Help needed in conversion

Hello,

Its been a while here now. But I had lot of help earlier.

Im facing one issue in conversion:
In the current code,

Code:

long Xmin = -228725; long Ymax = 10023525; unsigned long uiRes = 50; long iXOffset = Xmin % uiRes;

iXOffset is coming as 21.

But if i change to

Code:

long Xmin = -228725; long Ymax = 10023525; int uiRes = 50; long iXOffset = Xmin % uiRes;

Or
long iXOffset = Xmin % 50;

it is coming correctly as 25

Why is the current declaration of "unsigned long " causing the issue ? Please help urgently

thankyou very much
~p
July 11th, 2024, 12:22 AM
salem_c

Re: Help needed in conversion

To quote C99

Quote:

4 The result of the binary * operator is the product of the operands.
5 The result of the / operator is the quotient from the division of the first operand by the
second; the result of the % operator is the remainder.

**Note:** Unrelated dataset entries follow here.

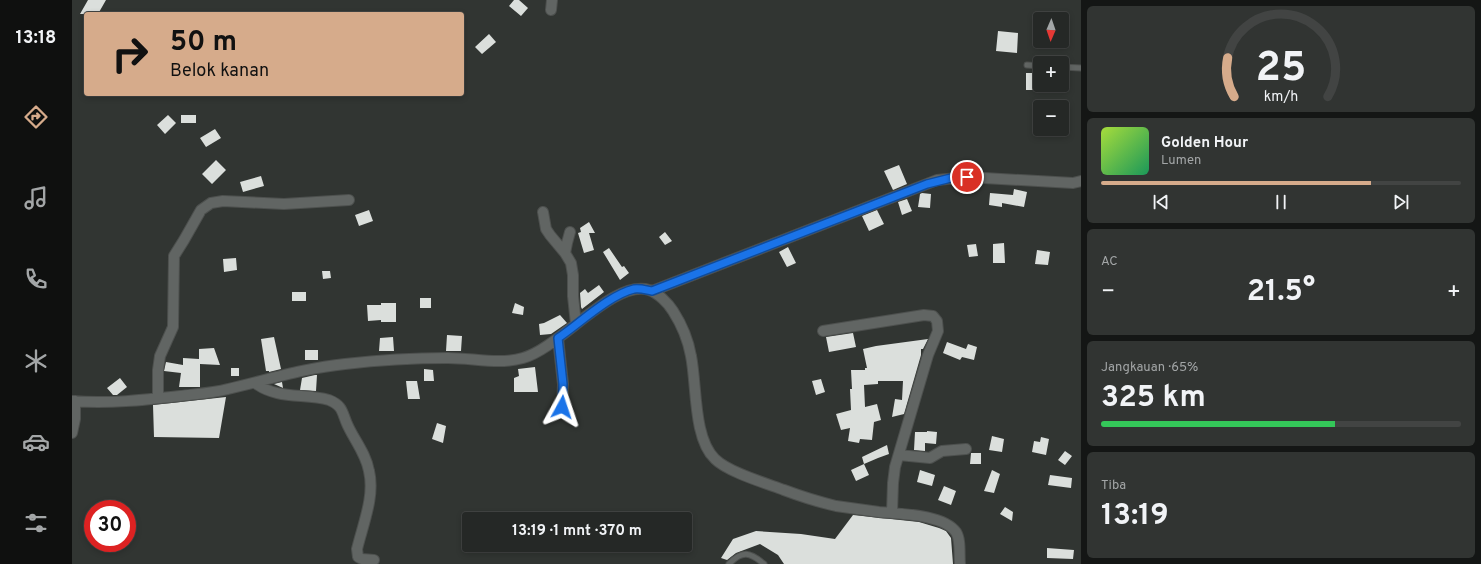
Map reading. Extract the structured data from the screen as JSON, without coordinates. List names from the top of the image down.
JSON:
{
  "north": "bottom",
  "page": {
    "tabs": "13:18",
    "map_buttons": ["+", "−"],
    "turn": ["50 m", "Belok kanan"],
    "song": ["Golden Hour", "Lumen"],
    "tile": [
      "AC",
      ["Jangkauan · 65%", "325 km"],
      ["Tiba", "13:19"]
    ],
    "heat": ["−", "21.5°", "+"],
    "limit": "30",
    "trip": "13:19 · 1 mnt · 370 m",
    "gauge": ["25", "km/h"]
  }
}
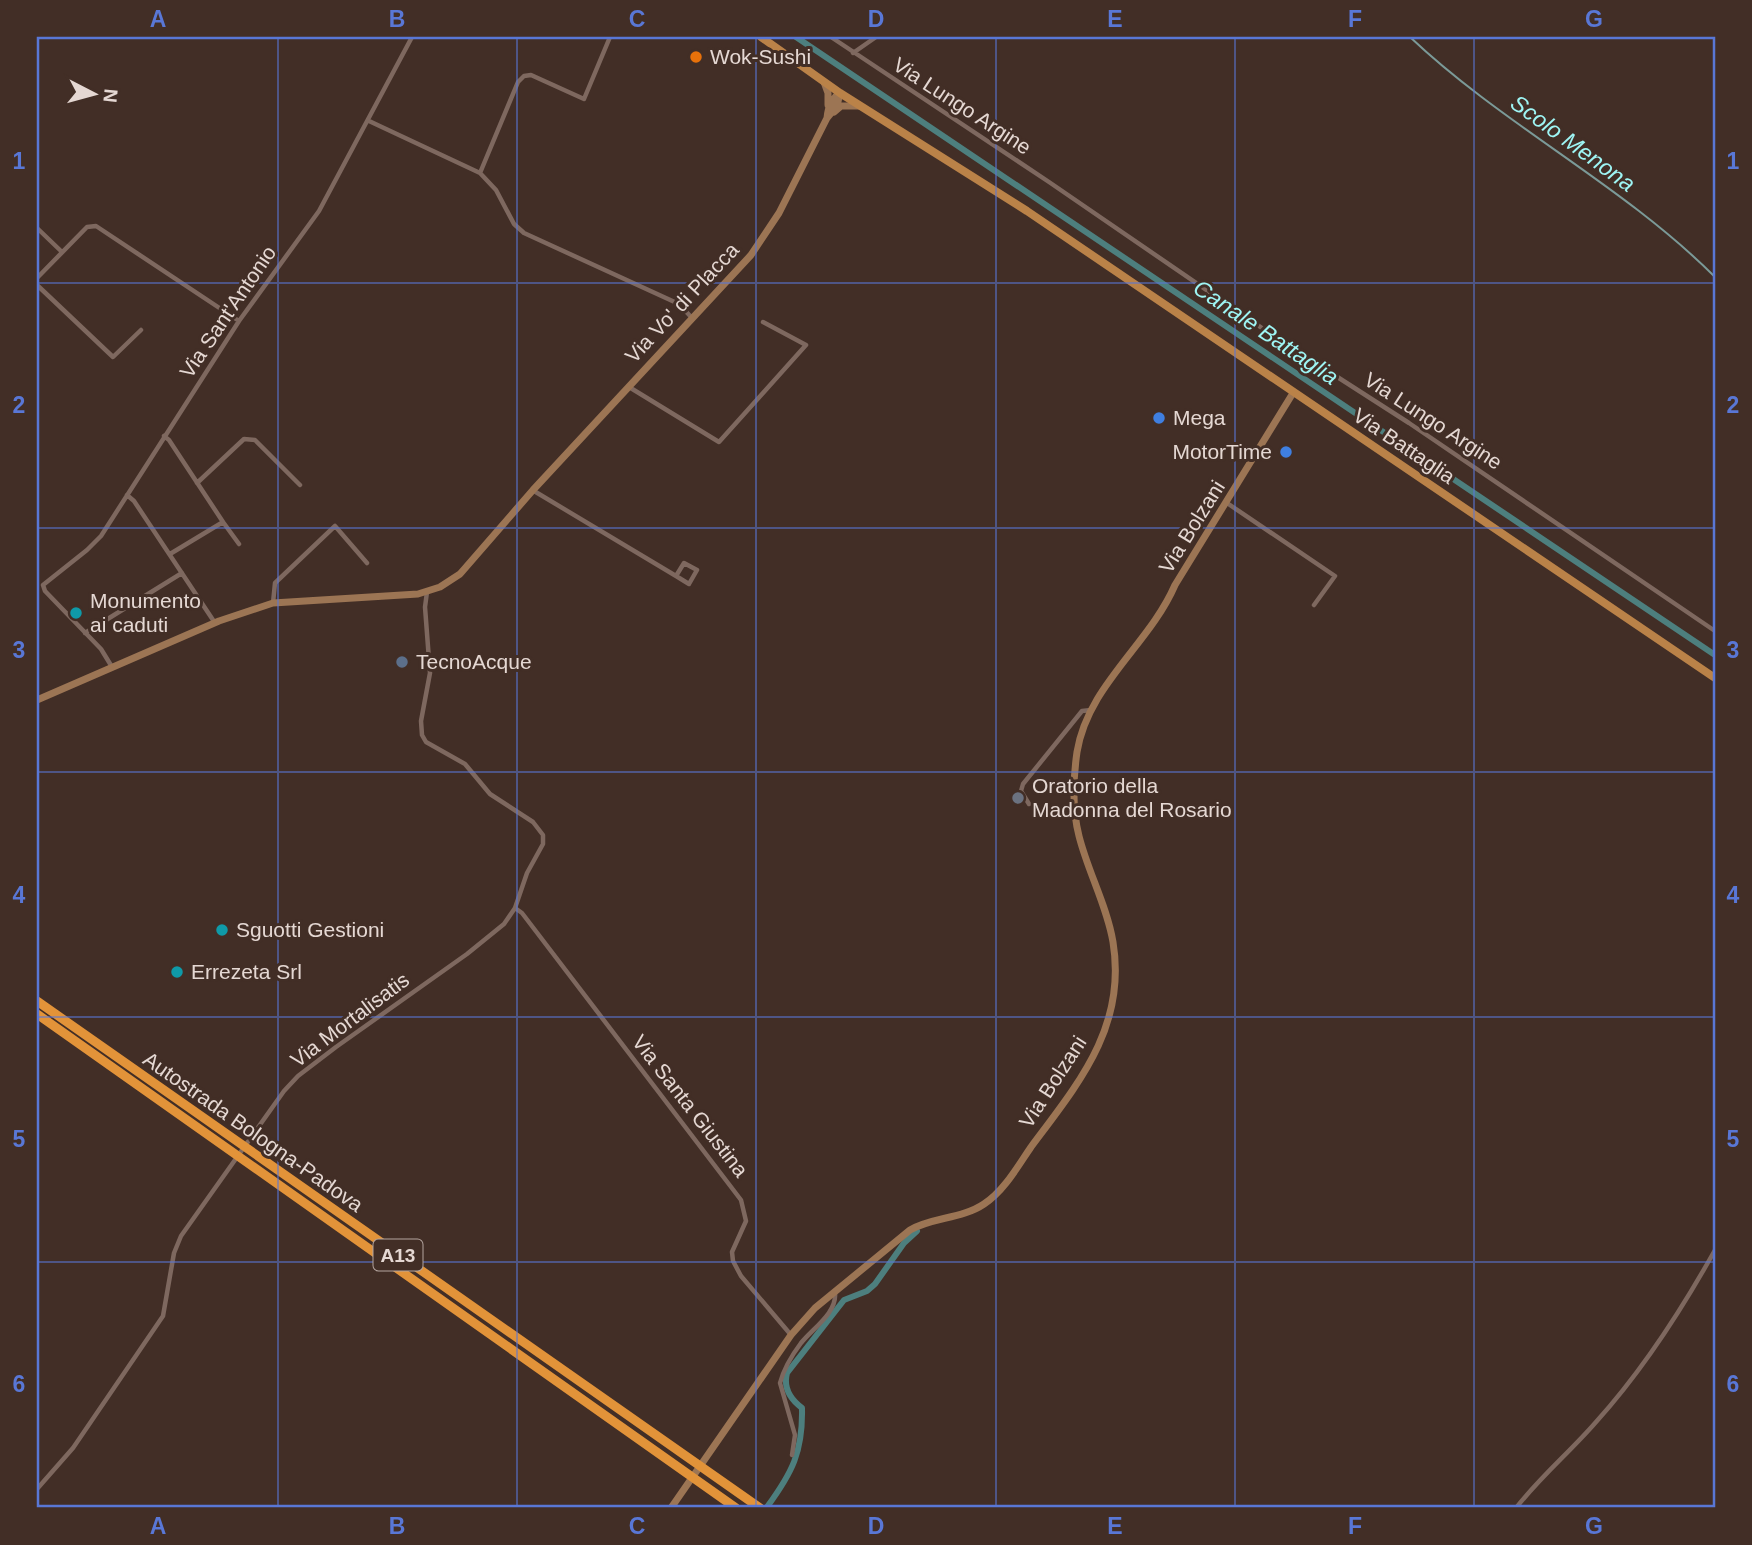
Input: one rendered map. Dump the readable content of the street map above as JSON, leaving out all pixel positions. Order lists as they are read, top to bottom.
{
  "streets": {
    "highway": ["Autostrada Bologna-Padova", "A13"],
    "main road": ["Via Battaglia"],
    "street": [
      "Via Lungo Argine",
      "Via Vo' di Placca",
      "Via Sant'Antonio",
      "Via Bolzani",
      "Via Mortalisatis",
      "Via Santa Giustina"
    ]
  },
  "crossings": [
    ["Via Vo' di Placca", "Via Battaglia"],
    ["Via Vo' di Placca", "Via Mortalisatis"],
    ["Via Battaglia", "Via Bolzani"],
    ["Via Bolzani", "Via Santa Giustina"],
    ["Via Mortalisatis", "Via Santa Giustina"]
  ],
  "water": ["Scolo Menona", "Canale Battaglia"],
  "places": [
    "Wok-Sushi",
    "Mega",
    "MotorTime",
    "Monumento ai caduti",
    "TecnoAcque",
    "Oratorio della Madonna del Rosario",
    "Sguotti Gestioni",
    "Errezeta Srl"
  ],
  "north": "right",
  "grid": {
    "columns": [
      "A",
      "B",
      "C",
      "D",
      "E",
      "F",
      "G"
    ],
    "rows": [
      "1",
      "2",
      "3",
      "4",
      "5",
      "6"
    ]
  }
}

In both operations, if the value of
the second operand is zero, the behavior is undefined.
6 When integers are divided, the result of the / operator is the algebraic quotient with any
fractional part discarded.78) If the quotient a/b is representable, the expression
(a/b)*b + a%b shall equal a.

Note the underlined word.

You're also mixing signed and unsigned arithmetic, which is also poorly defined in C.

> it is coming correctly as 25
Weird, I get different answers.

Code:

$ cat foo.c #include <stdio.h> void foo ( ) { long Xmin = -228725; unsigned long uiRes = 50; long iXOffset = Xmin % uiRes; printf("In foo: iXOffset=%ld\n", iXOffset); printf("Check: %ld == %ld\n", Xmin, (Xmin/uiRes)*uiRes + Xmin%uiRes ); } void bar ( ) { long Xmin = -228725; int uiRes = 50; long iXOffset = Xmin % uiRes; printf("In bar: iXOffset=%ld\n", iXOffset); printf("Check: %ld == %ld\n", Xmin, (Xmin/uiRes)*uiRes + Xmin%uiRes ); } int main ( ) { foo(); bar(); } $ ./a.out In foo: iXOffset=41 Check: -228725 == -228725 In bar: iXOffset=-25 Check: -228725 == -228725

Both are correct, because the identity "(a/b)*b + a%b shall equal a." holds.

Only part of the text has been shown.